*** Opening of Material for this exercise ***

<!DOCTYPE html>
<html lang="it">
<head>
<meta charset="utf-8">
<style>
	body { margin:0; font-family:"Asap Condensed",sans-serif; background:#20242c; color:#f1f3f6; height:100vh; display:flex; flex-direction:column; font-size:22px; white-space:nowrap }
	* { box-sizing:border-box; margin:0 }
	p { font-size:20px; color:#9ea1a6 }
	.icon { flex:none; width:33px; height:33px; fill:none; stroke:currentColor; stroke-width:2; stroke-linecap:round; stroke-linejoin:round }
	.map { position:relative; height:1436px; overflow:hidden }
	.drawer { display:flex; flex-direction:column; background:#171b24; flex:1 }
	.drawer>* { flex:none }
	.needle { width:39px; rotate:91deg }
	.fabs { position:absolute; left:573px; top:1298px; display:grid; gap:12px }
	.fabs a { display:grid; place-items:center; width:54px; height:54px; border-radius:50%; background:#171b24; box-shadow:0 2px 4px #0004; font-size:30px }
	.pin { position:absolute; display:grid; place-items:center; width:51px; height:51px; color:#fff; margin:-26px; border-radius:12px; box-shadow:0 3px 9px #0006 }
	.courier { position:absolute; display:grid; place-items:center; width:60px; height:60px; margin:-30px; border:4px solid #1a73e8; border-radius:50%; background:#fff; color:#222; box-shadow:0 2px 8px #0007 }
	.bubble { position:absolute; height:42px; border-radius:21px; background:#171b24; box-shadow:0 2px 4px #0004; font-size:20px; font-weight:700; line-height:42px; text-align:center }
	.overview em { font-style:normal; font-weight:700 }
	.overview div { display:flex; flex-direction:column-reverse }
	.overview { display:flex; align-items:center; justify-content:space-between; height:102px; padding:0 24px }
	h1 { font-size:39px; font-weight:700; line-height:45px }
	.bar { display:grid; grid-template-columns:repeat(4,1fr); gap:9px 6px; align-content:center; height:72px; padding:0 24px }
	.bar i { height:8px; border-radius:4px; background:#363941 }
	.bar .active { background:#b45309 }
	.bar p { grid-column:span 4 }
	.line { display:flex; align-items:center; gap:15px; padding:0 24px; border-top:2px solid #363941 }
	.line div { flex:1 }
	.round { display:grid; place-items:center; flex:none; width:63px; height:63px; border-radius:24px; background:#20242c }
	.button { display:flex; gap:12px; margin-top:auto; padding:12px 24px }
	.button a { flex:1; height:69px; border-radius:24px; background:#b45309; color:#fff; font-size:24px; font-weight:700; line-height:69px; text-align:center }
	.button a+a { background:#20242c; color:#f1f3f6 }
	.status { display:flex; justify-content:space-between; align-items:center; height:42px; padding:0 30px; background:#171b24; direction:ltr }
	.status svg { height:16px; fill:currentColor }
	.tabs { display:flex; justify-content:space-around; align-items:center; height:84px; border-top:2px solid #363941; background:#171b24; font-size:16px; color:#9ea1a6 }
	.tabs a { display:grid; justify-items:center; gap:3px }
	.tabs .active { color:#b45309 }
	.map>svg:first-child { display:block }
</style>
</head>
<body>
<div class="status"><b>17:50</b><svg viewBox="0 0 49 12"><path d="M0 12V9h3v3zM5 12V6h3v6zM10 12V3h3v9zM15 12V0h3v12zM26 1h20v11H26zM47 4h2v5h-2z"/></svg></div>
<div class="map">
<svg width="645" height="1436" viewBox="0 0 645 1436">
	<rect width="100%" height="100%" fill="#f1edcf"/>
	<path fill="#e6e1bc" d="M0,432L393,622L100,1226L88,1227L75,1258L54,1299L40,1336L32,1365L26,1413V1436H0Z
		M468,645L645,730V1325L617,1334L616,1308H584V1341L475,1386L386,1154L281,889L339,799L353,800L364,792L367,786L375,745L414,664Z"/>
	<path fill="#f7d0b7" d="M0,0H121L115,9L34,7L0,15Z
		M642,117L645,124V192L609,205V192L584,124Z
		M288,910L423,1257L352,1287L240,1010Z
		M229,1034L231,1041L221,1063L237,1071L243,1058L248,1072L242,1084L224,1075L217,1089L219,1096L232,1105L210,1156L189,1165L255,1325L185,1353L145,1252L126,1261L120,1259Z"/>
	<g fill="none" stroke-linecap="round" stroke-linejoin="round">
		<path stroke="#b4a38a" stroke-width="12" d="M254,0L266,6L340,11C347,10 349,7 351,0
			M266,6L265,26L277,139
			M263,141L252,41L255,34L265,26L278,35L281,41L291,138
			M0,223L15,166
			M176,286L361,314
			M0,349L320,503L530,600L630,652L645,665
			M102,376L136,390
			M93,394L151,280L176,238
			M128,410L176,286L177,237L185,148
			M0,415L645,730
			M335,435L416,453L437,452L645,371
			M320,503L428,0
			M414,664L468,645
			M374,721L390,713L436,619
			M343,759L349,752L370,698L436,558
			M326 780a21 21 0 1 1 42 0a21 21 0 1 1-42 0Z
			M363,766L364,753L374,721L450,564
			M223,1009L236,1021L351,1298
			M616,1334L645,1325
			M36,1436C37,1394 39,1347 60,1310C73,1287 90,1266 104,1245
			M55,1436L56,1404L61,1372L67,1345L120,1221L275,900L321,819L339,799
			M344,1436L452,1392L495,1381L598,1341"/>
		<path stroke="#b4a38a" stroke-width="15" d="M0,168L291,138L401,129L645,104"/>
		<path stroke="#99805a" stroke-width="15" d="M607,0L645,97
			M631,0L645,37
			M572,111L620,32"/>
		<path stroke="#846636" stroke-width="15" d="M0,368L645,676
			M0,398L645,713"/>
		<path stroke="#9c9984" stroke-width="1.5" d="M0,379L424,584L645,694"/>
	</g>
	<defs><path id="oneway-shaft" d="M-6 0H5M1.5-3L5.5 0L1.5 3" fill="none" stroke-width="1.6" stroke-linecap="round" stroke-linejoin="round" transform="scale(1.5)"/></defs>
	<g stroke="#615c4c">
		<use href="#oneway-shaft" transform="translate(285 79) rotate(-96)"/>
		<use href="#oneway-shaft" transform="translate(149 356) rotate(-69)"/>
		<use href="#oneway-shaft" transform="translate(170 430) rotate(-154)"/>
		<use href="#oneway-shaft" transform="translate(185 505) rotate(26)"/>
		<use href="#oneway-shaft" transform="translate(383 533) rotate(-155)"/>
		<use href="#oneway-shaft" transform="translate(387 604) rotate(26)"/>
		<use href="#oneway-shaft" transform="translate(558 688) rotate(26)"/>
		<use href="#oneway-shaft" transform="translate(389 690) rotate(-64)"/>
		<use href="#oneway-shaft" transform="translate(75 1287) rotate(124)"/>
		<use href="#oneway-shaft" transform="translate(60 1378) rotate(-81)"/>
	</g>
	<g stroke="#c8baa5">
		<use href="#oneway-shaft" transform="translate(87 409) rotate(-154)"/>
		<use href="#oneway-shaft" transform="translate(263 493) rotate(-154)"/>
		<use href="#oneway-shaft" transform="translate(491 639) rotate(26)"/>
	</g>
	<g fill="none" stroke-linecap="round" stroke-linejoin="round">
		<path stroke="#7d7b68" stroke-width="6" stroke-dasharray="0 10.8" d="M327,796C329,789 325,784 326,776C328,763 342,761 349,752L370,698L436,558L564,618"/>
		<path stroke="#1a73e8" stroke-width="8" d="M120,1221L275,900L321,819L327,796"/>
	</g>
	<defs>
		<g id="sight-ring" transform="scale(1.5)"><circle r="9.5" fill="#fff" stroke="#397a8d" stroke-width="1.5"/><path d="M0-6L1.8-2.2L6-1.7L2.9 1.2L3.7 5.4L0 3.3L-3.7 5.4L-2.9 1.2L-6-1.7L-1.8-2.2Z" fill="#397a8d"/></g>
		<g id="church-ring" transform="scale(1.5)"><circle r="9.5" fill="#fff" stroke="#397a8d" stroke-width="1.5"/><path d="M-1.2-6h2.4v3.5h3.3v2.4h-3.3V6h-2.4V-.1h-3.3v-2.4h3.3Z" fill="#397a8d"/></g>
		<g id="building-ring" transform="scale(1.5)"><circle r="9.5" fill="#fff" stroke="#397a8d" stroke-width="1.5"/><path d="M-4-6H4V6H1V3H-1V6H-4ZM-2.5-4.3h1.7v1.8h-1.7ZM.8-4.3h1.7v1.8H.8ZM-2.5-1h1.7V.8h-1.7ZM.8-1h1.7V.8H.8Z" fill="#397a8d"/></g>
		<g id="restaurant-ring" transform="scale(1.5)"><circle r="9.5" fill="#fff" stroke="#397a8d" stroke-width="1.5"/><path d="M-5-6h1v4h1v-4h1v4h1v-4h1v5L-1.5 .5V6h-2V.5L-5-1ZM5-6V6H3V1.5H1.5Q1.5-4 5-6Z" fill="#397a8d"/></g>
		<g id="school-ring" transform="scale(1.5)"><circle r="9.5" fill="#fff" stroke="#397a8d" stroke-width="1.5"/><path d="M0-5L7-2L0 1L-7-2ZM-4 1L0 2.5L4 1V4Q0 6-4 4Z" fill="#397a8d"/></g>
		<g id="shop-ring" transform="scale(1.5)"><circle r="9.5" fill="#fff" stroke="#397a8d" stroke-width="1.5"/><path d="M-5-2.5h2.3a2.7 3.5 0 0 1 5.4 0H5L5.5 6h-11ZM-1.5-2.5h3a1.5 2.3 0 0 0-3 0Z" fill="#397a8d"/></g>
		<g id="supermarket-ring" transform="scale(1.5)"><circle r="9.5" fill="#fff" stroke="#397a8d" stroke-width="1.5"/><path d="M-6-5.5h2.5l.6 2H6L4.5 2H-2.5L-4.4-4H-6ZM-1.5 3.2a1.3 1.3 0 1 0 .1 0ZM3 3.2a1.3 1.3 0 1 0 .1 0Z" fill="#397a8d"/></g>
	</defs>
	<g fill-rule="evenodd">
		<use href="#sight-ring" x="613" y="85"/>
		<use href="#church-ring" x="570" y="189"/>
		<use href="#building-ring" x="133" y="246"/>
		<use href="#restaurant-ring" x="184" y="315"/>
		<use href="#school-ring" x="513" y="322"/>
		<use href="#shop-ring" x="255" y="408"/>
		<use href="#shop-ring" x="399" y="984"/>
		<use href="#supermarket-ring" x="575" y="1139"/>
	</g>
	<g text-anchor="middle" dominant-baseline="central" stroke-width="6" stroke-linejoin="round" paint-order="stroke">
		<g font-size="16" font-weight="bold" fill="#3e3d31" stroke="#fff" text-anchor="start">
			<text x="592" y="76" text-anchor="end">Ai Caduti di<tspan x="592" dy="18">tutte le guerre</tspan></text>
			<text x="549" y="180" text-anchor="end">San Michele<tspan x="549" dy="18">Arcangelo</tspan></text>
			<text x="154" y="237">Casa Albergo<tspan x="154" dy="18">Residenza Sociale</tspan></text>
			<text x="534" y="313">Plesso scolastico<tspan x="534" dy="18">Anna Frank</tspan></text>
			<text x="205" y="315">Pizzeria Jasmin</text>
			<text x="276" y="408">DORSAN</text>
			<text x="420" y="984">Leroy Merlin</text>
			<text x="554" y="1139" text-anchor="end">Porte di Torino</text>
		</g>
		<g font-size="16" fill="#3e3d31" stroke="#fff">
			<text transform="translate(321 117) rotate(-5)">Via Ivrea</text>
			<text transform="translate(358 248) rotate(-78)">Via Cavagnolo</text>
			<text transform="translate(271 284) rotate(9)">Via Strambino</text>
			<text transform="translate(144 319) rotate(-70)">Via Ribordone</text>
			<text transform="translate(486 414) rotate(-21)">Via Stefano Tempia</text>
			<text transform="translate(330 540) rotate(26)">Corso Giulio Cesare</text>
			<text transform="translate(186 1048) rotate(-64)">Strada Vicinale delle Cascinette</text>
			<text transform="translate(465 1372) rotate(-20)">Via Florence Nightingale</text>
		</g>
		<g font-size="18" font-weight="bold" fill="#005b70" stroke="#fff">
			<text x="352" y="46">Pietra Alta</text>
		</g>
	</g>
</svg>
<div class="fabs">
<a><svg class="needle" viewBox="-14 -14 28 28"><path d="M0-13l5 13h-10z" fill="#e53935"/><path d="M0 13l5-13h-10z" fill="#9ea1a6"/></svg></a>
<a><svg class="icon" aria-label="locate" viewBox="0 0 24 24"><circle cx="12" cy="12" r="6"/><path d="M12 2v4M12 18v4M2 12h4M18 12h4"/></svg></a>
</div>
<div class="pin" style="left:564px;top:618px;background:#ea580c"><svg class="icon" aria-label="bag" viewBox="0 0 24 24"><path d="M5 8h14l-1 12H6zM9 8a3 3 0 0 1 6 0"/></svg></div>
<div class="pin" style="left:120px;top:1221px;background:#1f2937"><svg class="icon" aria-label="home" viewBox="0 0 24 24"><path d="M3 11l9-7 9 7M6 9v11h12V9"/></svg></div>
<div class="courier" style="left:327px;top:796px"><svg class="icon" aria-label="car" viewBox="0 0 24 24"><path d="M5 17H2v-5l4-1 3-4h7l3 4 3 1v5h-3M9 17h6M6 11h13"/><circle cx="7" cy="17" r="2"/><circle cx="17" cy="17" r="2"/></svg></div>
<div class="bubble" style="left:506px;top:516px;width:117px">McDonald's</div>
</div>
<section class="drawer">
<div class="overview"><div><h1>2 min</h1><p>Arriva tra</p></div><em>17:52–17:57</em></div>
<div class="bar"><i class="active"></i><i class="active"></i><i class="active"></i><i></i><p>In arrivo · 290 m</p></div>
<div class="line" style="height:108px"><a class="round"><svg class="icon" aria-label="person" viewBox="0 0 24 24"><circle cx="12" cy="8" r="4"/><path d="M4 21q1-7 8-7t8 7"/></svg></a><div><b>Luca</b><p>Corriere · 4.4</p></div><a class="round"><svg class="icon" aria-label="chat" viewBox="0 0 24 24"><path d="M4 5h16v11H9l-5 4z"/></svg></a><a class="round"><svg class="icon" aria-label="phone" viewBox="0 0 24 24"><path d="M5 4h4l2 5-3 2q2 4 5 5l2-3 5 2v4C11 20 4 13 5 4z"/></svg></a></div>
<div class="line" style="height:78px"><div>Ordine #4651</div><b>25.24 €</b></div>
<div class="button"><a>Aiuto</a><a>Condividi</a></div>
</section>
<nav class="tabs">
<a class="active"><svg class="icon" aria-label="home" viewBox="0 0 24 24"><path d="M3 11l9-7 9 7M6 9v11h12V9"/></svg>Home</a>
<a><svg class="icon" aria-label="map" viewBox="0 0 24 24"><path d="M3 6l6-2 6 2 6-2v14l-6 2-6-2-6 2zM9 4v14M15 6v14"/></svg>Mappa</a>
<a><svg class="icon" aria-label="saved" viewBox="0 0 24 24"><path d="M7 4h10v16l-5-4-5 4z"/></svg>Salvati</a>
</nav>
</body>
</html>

*** Close of Material for this exercise ***

Find the lines in the entries above where "fabs" occurs, and copy each of them.

**Written reply**:
	.fabs { position:absolute; left:573px; top:1298px; display:grid; gap:12px }
	.fabs a { display:grid; place-items:center; width:54px; height:54px; border-radius:50%; background:#171b24; box-shadow:0 2px 4px #0004; font-size:30px }
<div class="fabs">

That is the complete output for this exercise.